Alvo de investigação da Polícia Federal, o governador Fernando Pimentel reconheceu ontem estar passando por um momento delicado na vida pública.

Ao encerrar discurso em evento da área da saúde, no Palácio da Liberdade, Pimentel citou uma passagem que teve com o ex-prefeito Célio de Castro, padrinho político dele, para comentar indiretamente as acusações da operação Acrônimo. Vice-prefeito no primeiro mandato de Célio, morto em 2008, o petista assumiu a PBH após o titular ter ficado doente, e depois se reelegeu para um segundo mandato.

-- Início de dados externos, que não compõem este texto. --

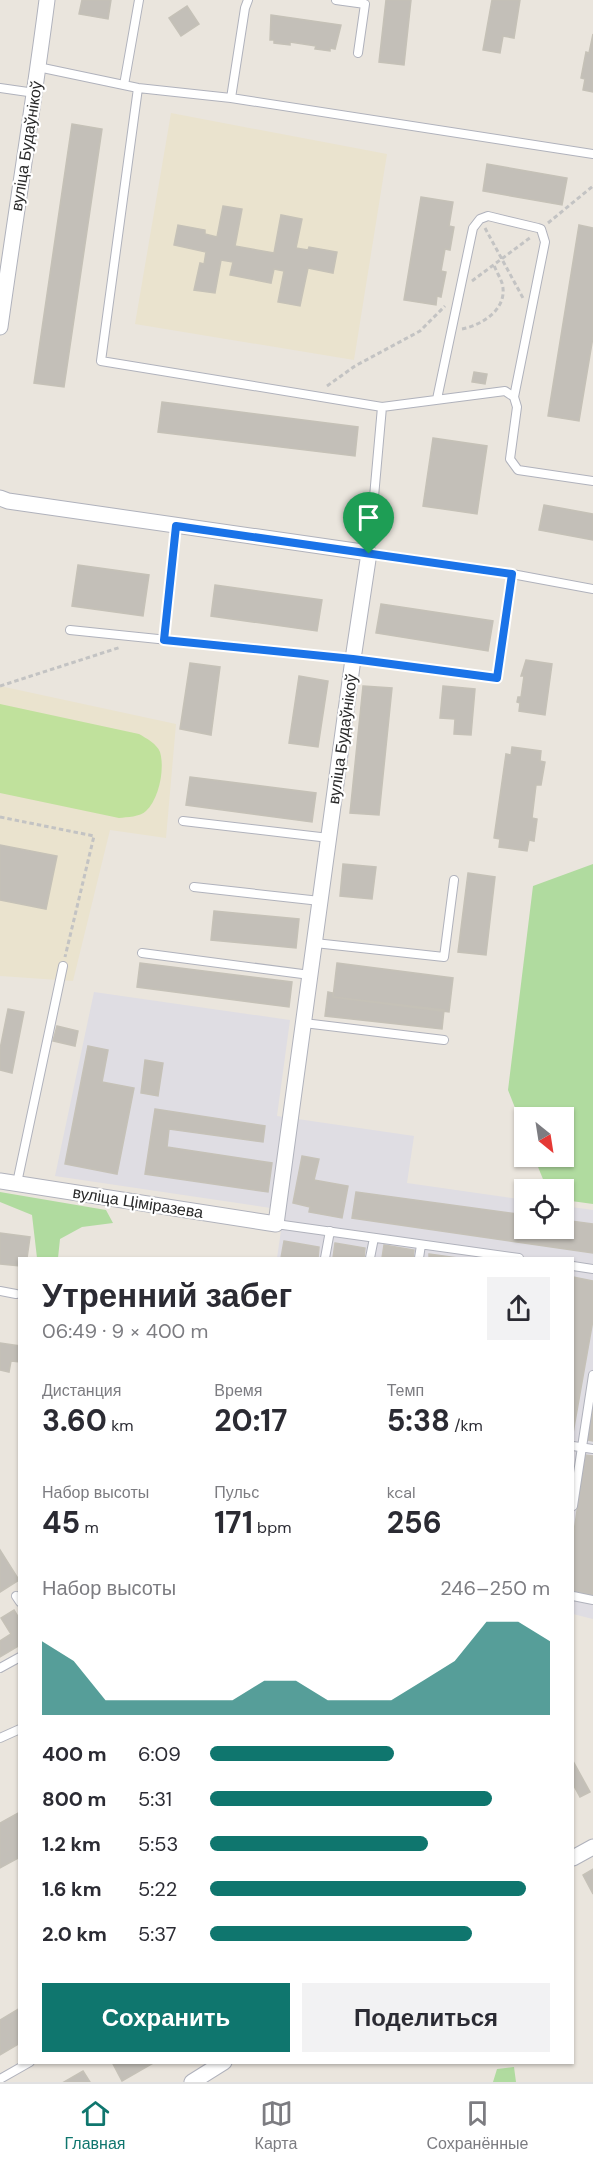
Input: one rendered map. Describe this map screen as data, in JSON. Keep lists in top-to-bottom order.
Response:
{
  "streets": {
    "street": ["вуліца Будаўнікоў", "вуліца Ціміразева"]
  },
  "crossings": [
    ["вуліца Будаўнікоў", "вуліца Ціміразева"]
  ],
  "north": "bottom right",
  "page": {
    "heading": ["Утренний забег", "06:49 · 9 × 400 m"],
    "stats": [
      ["Дистанция", "3.60 km"],
      ["Время", "20:17"],
      ["Темп", "5:38 /km"],
      ["Набор высоты", "45 m"],
      ["Пульс", "171 bpm"],
      ["kcal", "256"]
    ],
    "chart": ["Набор высоты", "246–250 m"],
    "list": [
      {
        "name": "400 m",
        "note": "6:09"
      },
      {
        "name": "800 m",
        "note": "5:31"
      },
      {
        "name": "1.2 km",
        "note": "5:53"
      },
      {
        "name": "1.6 km",
        "note": "5:22"
      },
      {
        "name": "2.0 km",
        "note": "5:37"
      }
    ],
    "buttons": ["Сохранить", "Поделиться"],
    "tabs": ["Главная", "Карта", "Сохранённые"]
  }
}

“E aí encerro lembrando uma lição também de um médico, já falecido, o querido amigo prefeito Célio de Castro. E essa é uma lição importante pra nós, especialmente nesse momento difícil da vida pública. Certa vez, o Célio me disse assim – ele era mais velho do que nós: Olha, Fernando, você vai ter uma carreira pública mais longa que a minha. Então vou dizer uma coisa. Na vida pública, a gente tem muitos aborrecimentos, sofre muitas injustiças, críticas maldosas, enfim, não vai ser fácil”, afirmou.

E continuou lembrando a fala do ex-prefeito. “Você vai ver que tem muito mais aborrecimento e descontentamento do que alegria. Mas tem alegria também. E de vez em quando você vai ter uma. Quando você tiver, segura aquela alegria. Guarda ela no coração pra você atravessar quem sabe uma semana, 10 dias, um mês, até ter outra. Elas são raras. Aproveita bem. E hoje (ontem) é uma manhã de alegria pra mim. Então que essa alegria se repita nos pacientes que vamos atender”, finalizou.